Friday, August 30, 2013

'McJobs' lead to middle class?!



Never say I don't give equal time. To wit, here's the chairman of the National Restaurant Association Phil Hickey carrying water (er, super-size soda?) for America's "McJobs" creators:

The truth is that both part-time and full-time positions make the restaurant industry a versatile career option for a variety of workers. From underemployed or hard-to-employ workers to college graduates, the industry provides a pathway to the middle class and often beyond.

Efforts to devalue the industry and mandate changes, like raising the minimum wage, hurt workers by preventing businesses of all sizes from creating more jobs.

Hickey argues that the $7.25 federal minimum wage doesn't need to be raised because... hardly anybody earns minimum wage:

According to the Bureau of Labor Statistics, 71% of minimum-wage employees in the restaurant industry are under the age of 25; 47% are teenagers.  

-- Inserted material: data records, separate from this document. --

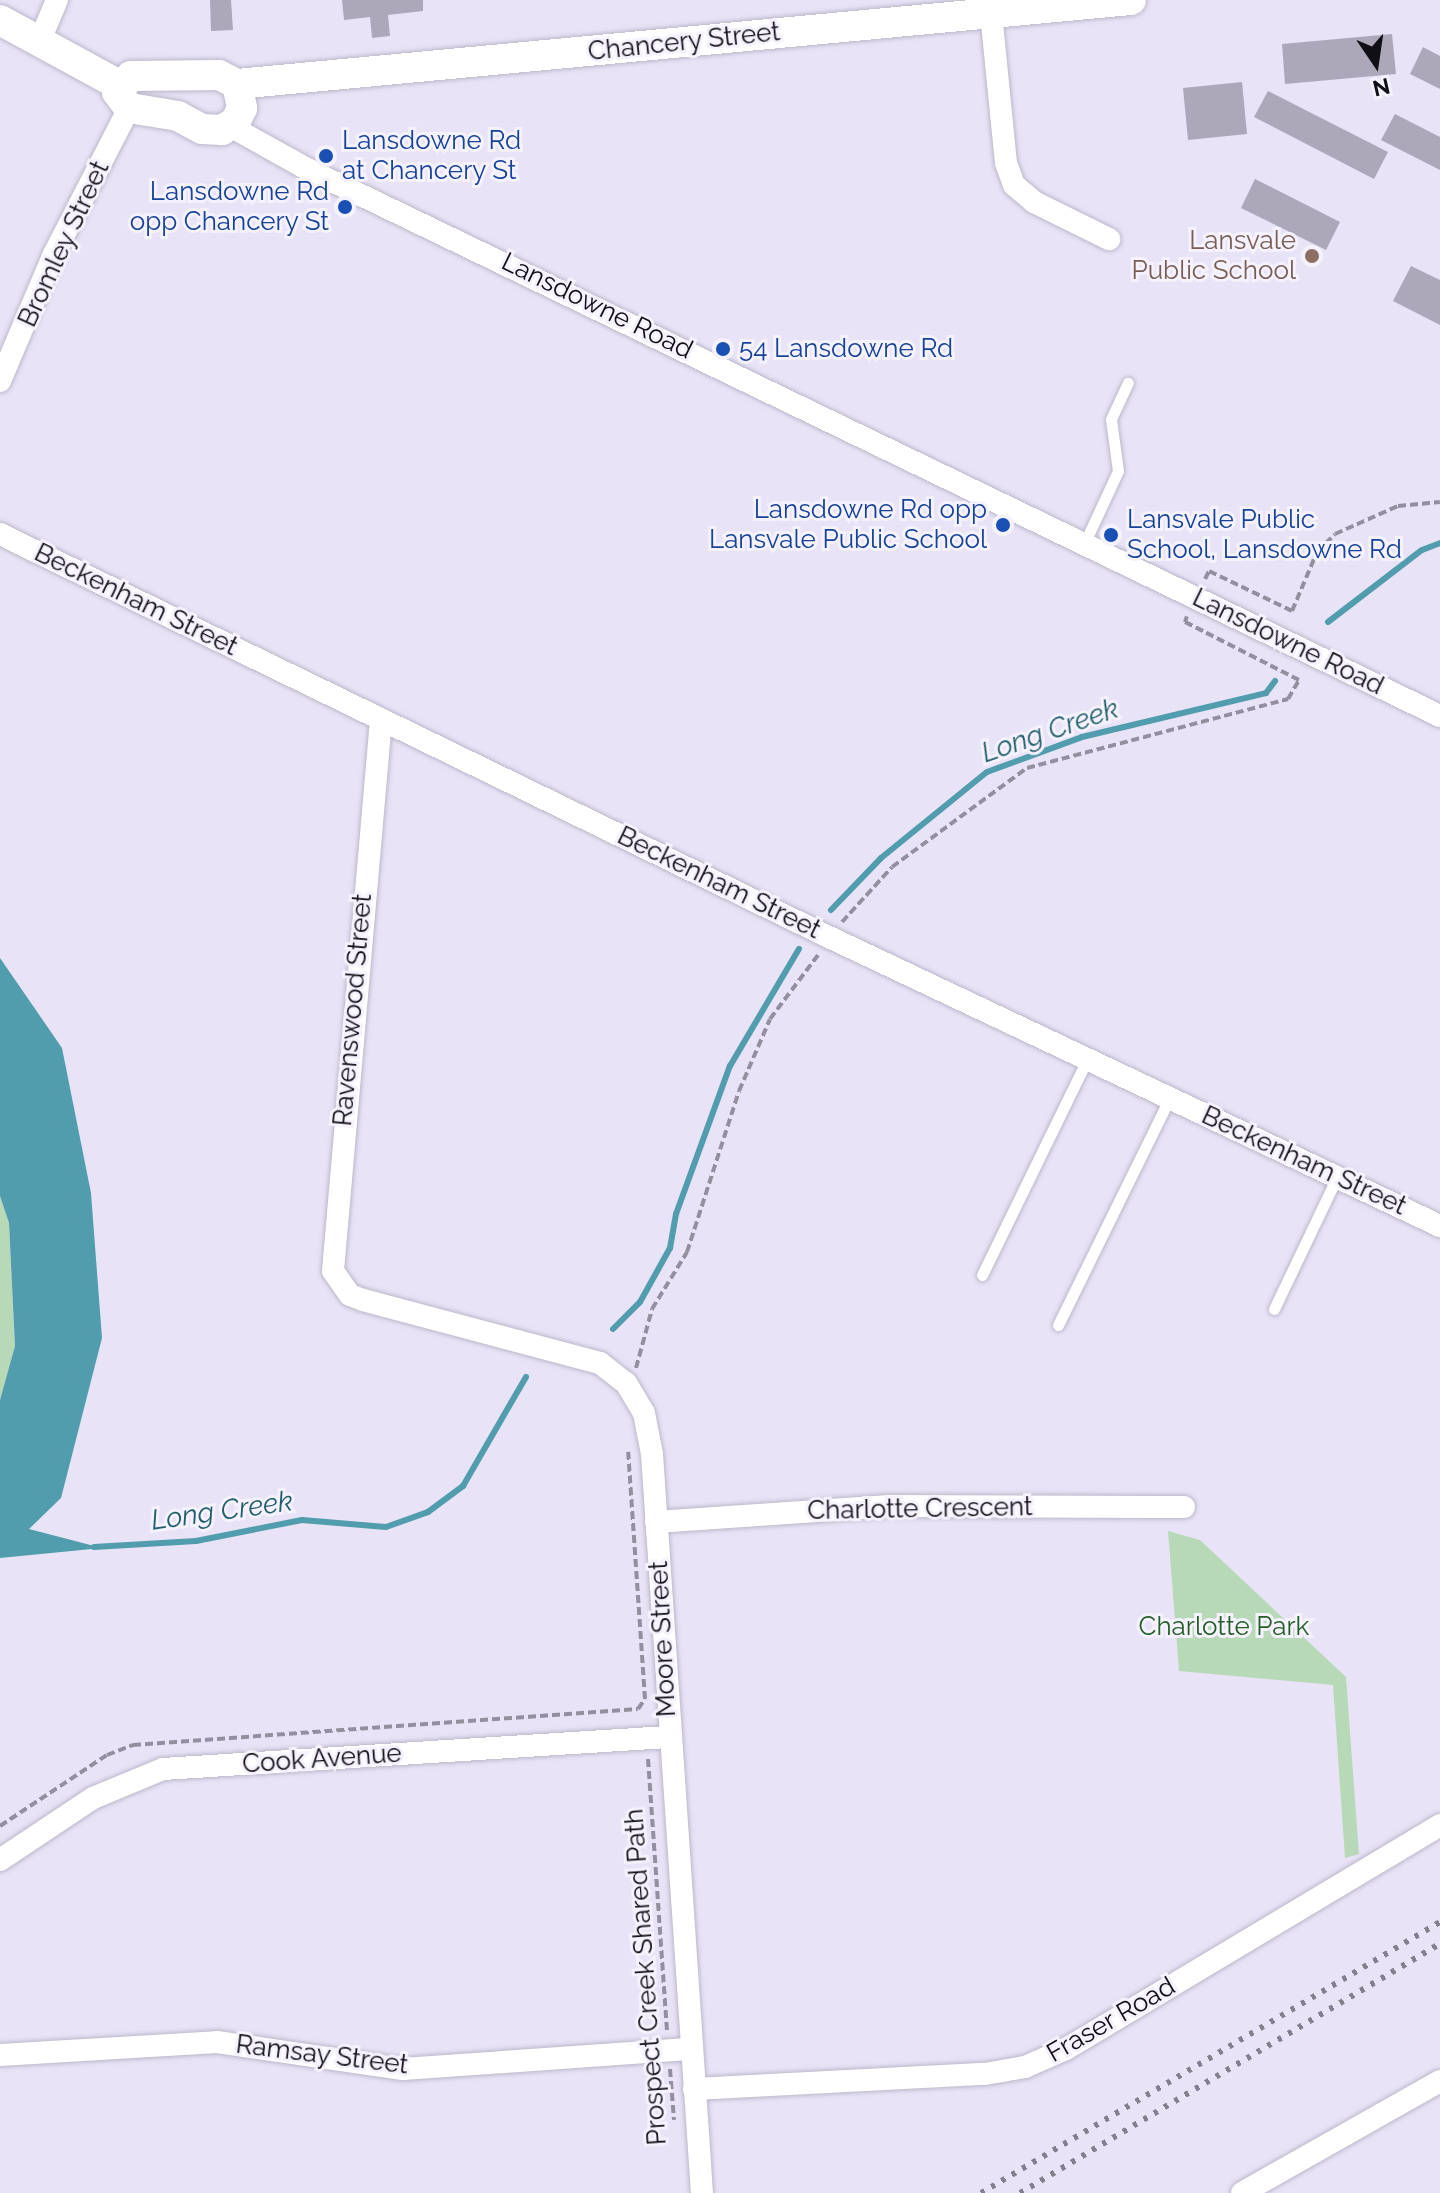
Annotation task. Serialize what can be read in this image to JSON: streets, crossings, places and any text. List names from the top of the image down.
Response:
{
  "streets": {
    "main road": ["Chancery Street"],
    "street": [
      "Bromley Street",
      "Lansdowne Road",
      "Beckenham Street",
      "Ravenswood Street",
      "Charlotte Crescent",
      "Moore Street",
      "Cook Avenue",
      "Fraser Road",
      "Ramsay Street"
    ],
    "path": ["Prospect Creek Shared Path"]
  },
  "crossings": [
    ["Chancery Street", "Bromley Street"],
    ["Beckenham Street", "Ravenswood Street"],
    ["Ravenswood Street", "Moore Street"],
    ["Charlotte Crescent", "Moore Street"],
    ["Moore Street", "Cook Avenue"],
    ["Moore Street", "Fraser Road"],
    ["Moore Street", "Ramsay Street"],
    ["Prospect Creek Shared Path", "Ramsay Street"]
  ],
  "water": ["Long Creek"],
  "parks": ["Charlotte Park"],
  "places": [
    "Lansdowne Rd at Chancery St",
    "Lansdowne Rd opp Chancery St",
    "Lansvale Public School",
    "54 Lansdowne Rd",
    "Lansdowne Rd opp Lansvale Public School",
    "Lansvale Public School, Lansdowne Rd"
  ],
  "north": "bottom"
}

So why is Hickey wrong?  First, Hickey is actually admitting that 53 percent of fast-food workers earning minimum wage are adults.  He is also admitting, indirectly, that the current minimum wage sucks and people don't deserve it.

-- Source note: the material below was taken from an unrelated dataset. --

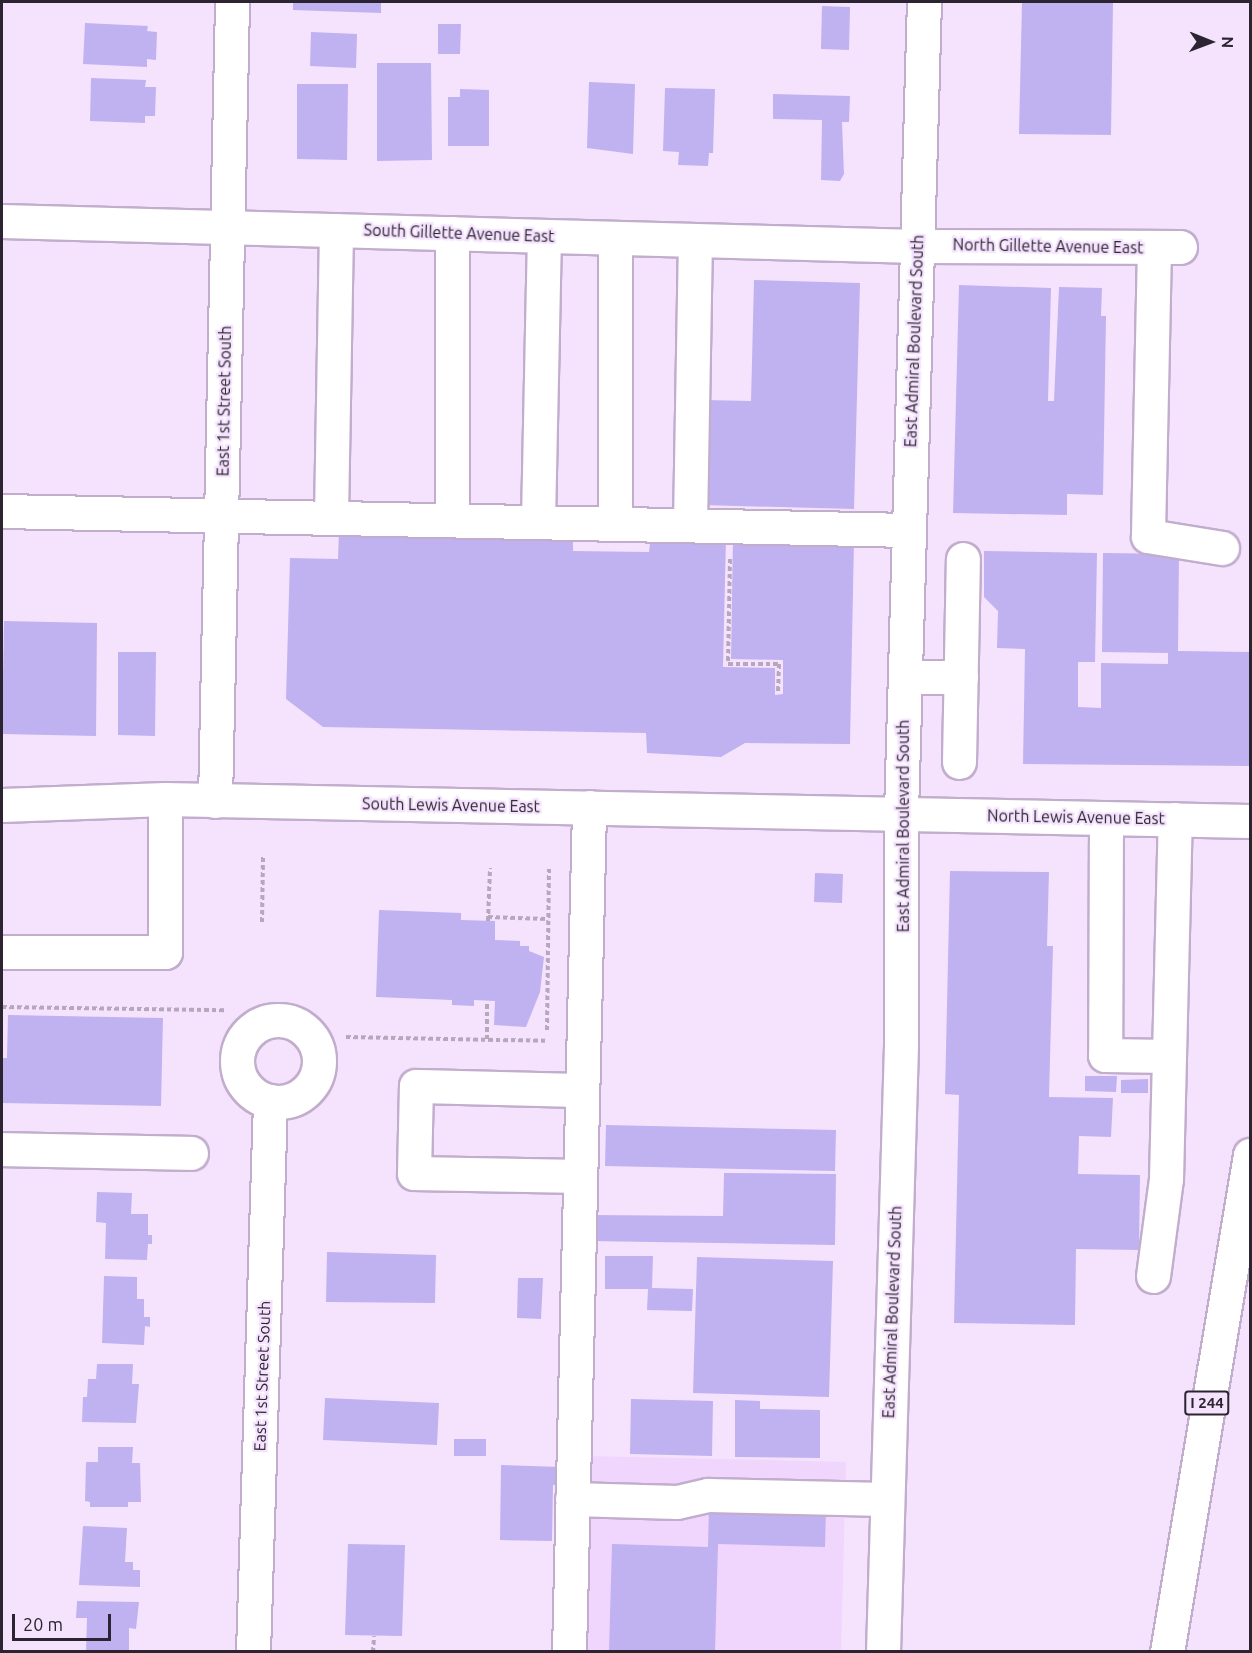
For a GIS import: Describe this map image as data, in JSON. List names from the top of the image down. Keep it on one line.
{"streets":{"main road":["South Gillette Avenue East","North Gillette Avenue East","East Admiral Boulevard South","East 1st Street South","South Lewis Avenue East","North Lewis Avenue East","I 244"]},"crossings":[["South Gillette Avenue East","North Gillette Avenue East"],["South Gillette Avenue East","East Admiral Boulevard South"],["South Gillette Avenue East","East 1st Street South"],["North Gillette Avenue East","East Admiral Boulevard South"],["East Admiral Boulevard South","South Lewis Avenue East"],["East Admiral Boulevard South","North Lewis Avenue East"],["East 1st Street South","South Lewis Avenue East"],["South Lewis Avenue East","North Lewis Avenue East"]],"scale_bar":"20 m","north":"right"}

In fact, according to USA Today, the average non-management fast-food employee currently earns $9.09 per hour or $18,886 per year. Though that is still below the 2013 federal poverty threshold of $19,530 for a family of three.

Moreover, "Eighty-eight percent of workers in jobs paying less than $10 an hour are older than 20, and a third are older than 40, according to the Economic Policy Institute."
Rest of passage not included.